Snapshot #1B: I get K to meet me at the local coffee shop. He brings his 14-month child. We try to do some work from the Big Book. It is near impossible with a wee one demanding attention. I ask him to mark up his book with the pencil in his hand. He doesn’t. He tells me that he drank on the weekend at the cottage. We talk about it. I then tell him that I will take him to a meeting later that night, and that I will give him an old stroller I have for his child. He later tells me that he is going to bed early. I drop off the stroller regardless. I smell beer on his breath. Shadows lurk in the corners. Lines are fading. Exposure spotty. Lens is clouded.
Snapshot #2B: I meet E at a deli and we talk about recovery. I can barely get a word in edgewise – he is hopped up on fear, excitement and nervousness. He is unbridled in his seeking. He descends upon me with countless questions, “me too” moments and emotional fluctuations that capture my attention and imagination. He wants it all and he wants it now. He is a sponge in search of a sea. He wants to do the work immediately. I ask him to read some pages. He jots them down, then jumps out of his seat to meet his friends after the just ended meeting down the street. I ride my bike in the light of a fading crescent. Features are highlighted. Light is focused in the rims of the darkness.

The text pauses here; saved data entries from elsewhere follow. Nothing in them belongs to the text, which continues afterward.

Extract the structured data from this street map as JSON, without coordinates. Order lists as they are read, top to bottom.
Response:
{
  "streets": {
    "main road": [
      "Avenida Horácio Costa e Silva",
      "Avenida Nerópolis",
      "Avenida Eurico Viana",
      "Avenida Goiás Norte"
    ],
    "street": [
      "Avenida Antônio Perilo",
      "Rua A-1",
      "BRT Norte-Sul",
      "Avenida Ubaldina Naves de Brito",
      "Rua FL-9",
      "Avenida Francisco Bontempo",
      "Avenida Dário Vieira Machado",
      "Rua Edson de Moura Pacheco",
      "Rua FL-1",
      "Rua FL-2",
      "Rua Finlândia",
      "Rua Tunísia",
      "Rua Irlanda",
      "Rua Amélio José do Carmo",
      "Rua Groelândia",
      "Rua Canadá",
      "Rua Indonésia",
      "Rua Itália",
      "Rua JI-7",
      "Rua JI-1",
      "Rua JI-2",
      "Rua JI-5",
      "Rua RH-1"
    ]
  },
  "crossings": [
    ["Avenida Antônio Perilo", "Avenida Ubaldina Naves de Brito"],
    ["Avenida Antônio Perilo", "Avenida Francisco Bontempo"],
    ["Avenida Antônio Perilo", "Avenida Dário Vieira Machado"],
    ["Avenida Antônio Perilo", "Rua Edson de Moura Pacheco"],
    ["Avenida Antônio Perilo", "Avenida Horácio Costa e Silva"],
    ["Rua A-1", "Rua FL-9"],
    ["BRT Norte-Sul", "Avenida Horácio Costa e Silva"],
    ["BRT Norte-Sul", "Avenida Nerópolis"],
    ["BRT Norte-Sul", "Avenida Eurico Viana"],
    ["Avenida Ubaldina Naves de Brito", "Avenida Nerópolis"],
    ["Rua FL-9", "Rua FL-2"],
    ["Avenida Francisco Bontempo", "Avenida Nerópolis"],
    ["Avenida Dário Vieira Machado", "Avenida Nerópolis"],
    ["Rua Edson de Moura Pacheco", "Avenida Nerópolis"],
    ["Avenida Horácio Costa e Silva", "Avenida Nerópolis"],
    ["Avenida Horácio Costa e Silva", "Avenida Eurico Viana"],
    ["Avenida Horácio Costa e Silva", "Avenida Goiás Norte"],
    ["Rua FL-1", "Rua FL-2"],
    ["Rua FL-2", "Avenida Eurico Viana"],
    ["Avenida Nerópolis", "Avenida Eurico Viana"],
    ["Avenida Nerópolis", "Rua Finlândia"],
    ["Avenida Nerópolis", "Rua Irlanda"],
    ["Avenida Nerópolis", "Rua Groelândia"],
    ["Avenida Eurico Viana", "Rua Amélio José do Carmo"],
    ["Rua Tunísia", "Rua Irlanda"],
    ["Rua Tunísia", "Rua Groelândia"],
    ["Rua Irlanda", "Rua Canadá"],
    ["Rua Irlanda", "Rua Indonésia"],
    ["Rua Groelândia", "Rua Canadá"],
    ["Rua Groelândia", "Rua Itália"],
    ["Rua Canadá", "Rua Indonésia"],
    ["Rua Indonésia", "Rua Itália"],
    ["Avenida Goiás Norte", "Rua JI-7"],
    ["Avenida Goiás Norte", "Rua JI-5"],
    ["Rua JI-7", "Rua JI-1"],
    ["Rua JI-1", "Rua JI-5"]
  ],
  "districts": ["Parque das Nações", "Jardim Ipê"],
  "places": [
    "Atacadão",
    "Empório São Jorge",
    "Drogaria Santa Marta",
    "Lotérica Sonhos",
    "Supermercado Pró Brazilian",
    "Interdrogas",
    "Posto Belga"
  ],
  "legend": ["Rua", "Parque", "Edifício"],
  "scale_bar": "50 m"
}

In the end, these snapshots, these two alcoholic men, are developing the way they are meant to develop. Unlike the pictures I took in college, these kind of projects are not in my realm of manipulation. I don’t get to shape and control them. I don’t have the power to have them seize onto sobriety or not. I don’t have the equipment, will or tools to convert black and white into colour.
You see, I am not The Principal Photographer for those snapshots, those men. I am just a reflection of His light. In my own picture of recovery, I can’t control the photos either – but I can adjust how much light that comes in. In working with others, I can open things up or squeeze the aperture closed more and more with selfishness, unwillingness or ego. My life is an ever developing roll of film. A few bad frames don’t entail my life. Darkness may fall upon some sections of the film, but it’s not the whole roll.
Willingness. Unwillingness. To me, that defines how much light I allow into my life. To me, that allows me to go as far as I need to go to maintain my recovery. To me, it’s the basic tenet in becoming well. I pray for both the new men in my path. I pray for willingness in one, and more willingness in the other. We can never have enough willingness, and the willing to want it all. And willing to want it all depends what we bring to the ocean of recovery and sunlight – a thimble or a bucket.
Today another string of photos pass me by. What light have I shed upon it, or allowed others to shed on it? What’s my focus? Where’s the lens pointed at?
Wherever you’re at, whatever you need to do, whatever your path is….shine on.